Helping inspectors locate and identify underground nuclear tests

“The work is novel in part because of how we did it by injecting gases into an old UNE cavity and then using computer models informed by the experiment to extend our understanding of how xenon gas evolves following the UNE,” said Charles Carrigan, LLNL geoscientist and lead author of a paper appearing in the 16 March edition of the journal Nature-Scientific Reports.

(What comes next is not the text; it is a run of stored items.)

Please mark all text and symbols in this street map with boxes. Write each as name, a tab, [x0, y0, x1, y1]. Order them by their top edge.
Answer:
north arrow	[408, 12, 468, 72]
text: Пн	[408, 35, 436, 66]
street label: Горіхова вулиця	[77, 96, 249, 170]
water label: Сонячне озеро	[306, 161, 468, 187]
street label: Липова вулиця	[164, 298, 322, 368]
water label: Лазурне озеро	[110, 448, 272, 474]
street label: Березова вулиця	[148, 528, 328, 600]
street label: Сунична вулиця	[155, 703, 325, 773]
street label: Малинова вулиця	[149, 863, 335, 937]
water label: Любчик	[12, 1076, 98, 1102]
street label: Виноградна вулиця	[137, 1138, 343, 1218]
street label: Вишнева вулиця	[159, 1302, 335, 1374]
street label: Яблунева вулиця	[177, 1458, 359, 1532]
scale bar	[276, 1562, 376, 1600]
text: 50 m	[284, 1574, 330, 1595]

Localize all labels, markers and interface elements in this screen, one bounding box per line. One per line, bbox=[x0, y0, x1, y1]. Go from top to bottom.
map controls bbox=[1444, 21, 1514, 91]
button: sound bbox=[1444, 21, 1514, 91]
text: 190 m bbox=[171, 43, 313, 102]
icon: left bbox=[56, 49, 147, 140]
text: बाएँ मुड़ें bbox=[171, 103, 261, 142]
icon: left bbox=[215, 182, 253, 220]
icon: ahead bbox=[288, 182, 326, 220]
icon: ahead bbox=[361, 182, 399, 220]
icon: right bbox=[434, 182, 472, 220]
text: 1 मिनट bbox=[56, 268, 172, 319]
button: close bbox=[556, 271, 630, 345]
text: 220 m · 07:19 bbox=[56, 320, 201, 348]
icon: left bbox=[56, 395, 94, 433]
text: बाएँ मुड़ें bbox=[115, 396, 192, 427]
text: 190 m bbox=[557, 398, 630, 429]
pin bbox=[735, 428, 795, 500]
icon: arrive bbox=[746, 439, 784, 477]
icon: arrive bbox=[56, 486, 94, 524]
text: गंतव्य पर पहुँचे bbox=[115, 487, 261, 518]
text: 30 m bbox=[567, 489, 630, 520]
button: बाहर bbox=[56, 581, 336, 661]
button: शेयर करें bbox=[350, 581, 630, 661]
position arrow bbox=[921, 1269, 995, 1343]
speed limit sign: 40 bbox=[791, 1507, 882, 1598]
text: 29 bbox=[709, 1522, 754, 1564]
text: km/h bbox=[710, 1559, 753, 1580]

Using computer models developed by LLNL physicist Yunwei Sun, the team showed that including thermally driven migration of telltale gases from the explosion cavity or chimney may substantially shorten their arrival times at the surface when compared to migration of gases caused only by atmospheric pressure fluctuations or barometric pumping. Previous research has focused on barometric pumping as the primary subsurface gas migration mechanism.

“From monitoring gases coming to the surface during the course of our pressurized field experiment, we also found that background radon gas levels were anomalously high (10 to 15 times normal) at the surface over the explosion cavity,” Carrigan said.

The research indicates that the weak subsurface pressurization mimicking the thermal drive following the explosion enhanced the amount of radon that was captured. This suggests that radon anomalies could be potential indicators of hidden or clandestine UNEs that are otherwise difficult to detect during an on-site inspection.

Additionally, the simulations showed that the explosion cavity or chimney behaves something like a leaky chemical reactor or pressure cooker. The gases migrating away from the cooker change the overall chemical makeup (isotopic ratios) of the gases left behind in the cooker or reactor, which continues to make new gases. The team modeled the evolution of these gases out to several months following a UNE.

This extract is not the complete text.